While the layoffs and buyouts may be an indicator of why young journalists and editors are fading from newsrooms, many wonder why the same young journalists and editors never return. Kellie Geist, a reporter for The Community Press, a Gannett-owned newspaper in the Cincinnati suburbs, said that although she plans to stay in journalism, the industry just doesn’t appeal to younger journalists anymore.
“I think that young people get depressed about the field,” the 24-year-old said. “When I was in school at Northern Kentucky University, professors said that a number of jobs that are traditionally entry-level reporter jobs are dwindling, and young people feel disadvantaged.”

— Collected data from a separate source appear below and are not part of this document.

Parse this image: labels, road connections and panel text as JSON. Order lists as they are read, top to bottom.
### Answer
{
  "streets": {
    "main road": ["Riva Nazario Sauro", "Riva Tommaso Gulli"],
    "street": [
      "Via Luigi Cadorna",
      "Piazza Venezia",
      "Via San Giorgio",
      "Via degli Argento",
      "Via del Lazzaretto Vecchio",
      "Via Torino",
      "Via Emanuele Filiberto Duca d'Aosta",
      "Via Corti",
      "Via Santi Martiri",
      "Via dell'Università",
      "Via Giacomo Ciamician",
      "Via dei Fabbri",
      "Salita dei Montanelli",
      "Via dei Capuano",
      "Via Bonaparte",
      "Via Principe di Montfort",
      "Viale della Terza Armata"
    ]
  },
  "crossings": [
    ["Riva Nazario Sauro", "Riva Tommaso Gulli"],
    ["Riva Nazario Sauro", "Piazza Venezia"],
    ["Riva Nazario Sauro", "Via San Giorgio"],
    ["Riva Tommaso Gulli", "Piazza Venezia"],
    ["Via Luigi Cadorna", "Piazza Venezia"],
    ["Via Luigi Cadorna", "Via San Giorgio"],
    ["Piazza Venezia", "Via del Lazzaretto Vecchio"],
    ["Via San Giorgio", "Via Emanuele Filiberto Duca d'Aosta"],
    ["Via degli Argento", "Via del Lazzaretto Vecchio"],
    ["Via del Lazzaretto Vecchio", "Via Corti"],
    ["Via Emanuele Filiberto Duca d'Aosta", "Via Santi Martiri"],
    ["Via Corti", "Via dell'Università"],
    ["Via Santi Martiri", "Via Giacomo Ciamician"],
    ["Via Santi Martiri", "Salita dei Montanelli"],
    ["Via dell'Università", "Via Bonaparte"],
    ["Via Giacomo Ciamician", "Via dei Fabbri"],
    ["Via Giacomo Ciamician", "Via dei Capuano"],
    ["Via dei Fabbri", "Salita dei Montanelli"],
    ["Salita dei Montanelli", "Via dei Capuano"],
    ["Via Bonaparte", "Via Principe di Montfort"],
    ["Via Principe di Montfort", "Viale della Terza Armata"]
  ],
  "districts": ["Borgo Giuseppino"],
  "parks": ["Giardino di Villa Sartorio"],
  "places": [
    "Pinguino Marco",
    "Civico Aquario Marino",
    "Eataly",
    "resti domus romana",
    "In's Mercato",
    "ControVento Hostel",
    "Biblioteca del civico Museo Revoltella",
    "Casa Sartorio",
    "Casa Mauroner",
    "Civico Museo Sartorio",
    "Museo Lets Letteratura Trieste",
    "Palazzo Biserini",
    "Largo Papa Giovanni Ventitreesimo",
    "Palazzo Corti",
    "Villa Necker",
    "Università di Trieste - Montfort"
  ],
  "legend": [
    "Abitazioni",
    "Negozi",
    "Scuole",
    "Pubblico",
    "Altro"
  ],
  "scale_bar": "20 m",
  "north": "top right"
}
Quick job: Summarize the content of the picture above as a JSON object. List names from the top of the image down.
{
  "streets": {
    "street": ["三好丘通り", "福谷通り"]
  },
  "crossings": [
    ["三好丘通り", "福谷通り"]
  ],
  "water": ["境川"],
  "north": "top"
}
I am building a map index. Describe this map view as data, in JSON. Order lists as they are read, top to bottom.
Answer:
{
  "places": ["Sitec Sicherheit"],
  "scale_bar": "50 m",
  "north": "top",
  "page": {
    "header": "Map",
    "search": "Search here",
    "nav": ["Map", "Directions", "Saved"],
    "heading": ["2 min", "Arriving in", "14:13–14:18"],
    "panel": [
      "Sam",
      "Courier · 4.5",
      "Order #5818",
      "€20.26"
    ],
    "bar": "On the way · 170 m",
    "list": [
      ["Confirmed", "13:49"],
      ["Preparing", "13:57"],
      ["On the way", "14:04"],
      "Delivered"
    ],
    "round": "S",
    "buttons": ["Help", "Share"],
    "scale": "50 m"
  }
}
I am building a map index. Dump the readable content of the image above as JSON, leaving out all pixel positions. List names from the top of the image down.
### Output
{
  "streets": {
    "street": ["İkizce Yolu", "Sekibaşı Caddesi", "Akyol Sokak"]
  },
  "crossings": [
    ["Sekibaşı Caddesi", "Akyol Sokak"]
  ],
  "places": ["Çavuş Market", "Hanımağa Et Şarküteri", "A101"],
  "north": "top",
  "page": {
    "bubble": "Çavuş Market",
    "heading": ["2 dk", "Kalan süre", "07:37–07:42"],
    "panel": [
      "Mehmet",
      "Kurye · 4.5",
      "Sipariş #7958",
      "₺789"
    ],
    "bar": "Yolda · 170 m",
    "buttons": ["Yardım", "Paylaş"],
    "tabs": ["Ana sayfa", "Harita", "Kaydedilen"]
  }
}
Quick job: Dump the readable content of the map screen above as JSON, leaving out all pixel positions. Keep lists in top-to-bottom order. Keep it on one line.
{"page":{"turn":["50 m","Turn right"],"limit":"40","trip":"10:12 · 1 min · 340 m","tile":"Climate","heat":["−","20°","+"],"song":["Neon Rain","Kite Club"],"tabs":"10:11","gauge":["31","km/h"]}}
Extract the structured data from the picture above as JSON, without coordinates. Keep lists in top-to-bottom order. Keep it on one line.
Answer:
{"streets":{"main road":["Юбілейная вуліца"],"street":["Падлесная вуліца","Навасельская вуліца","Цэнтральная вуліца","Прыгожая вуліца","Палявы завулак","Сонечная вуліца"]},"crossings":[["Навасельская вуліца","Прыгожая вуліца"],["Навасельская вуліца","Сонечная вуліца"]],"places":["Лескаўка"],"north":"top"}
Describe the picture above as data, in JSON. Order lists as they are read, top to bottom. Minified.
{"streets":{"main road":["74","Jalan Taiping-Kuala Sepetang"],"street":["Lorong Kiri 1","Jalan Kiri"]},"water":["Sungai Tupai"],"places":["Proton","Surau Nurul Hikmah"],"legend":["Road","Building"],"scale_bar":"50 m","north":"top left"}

Brittany Davenport, a reporter at the weekly Mount Sterling (Ky.) Advocate, agreed, saying that her classmates at Eastern Kentucky University were also discouraged before they even got into the field full-time.
“They weren’t interested in working in journalism at all,” she said. “They’d worked four years for a degree, and they didn’t even want to make a career out of it. That made no sense to me.”
One of things that had me dubious about returning to the field after being permanently laid off was salary. It’s no secret that entry-level journalism positions for reporters fall in the $20,000 to $25,000 salary range and, for entry-level editors, in the $25,000 to $30,000 range, according to the employment Web site Indeed.com. But money is not the main reason I and many young and eager reporters want to enter the field. Before deciding on a career as a reporter, Geist noted that she originally wanted to become a lawyer because she likes to “fight” and play devil’s advocate, looking at both sides of an argument to get behind the truth. She found journalism an easier outlet to see all viewpoints of an issue, learning to appreciate her career from day to day.
“It’s easy to leave,” she said. “But remember the things that are keeping you here. Money aside, it’s an awesome job.”
If you’re a young journalist deciding whether to stay in the industry, here are four tips to help you:
REMEMBER WHY YOU GOT INTO JOURNALISM IN THE FIRST PLACE
If your reasons are still valid, as in you enjoy reporting, then consider staying. If not, then it may be time to re-evaluate your career.
EVALUATE WHETHER IT’S YOUR WORKPLACE, AND NOT THE JOURNALISM INDUSTRY ITSELF, THAT’S MAKING YOU DOUBT YOUR CAREER
Sometimes where you work can make you question your choice of career. If this is the case, talk with your editor or manager about your job. If that doesn’t seem to work, then it may be time to update your resume.
TRY DOING SOMETHING DIFFERENT IN THE FIELD
If you’re a newspaper reporter, try photo journalism or editing. If you’ve been editing for a while, you might consider doing some reporting to see if your passion for the field is still there.
KEEP UP WITH THE INDUSTRY
The journalism industry is changing rapidly, and reporters and editors have to keep up with the changes. Take classes and attend seminars that teach about new and exciting developments in the field. You never know; learning new things about the industry may reignite your passion for journalism.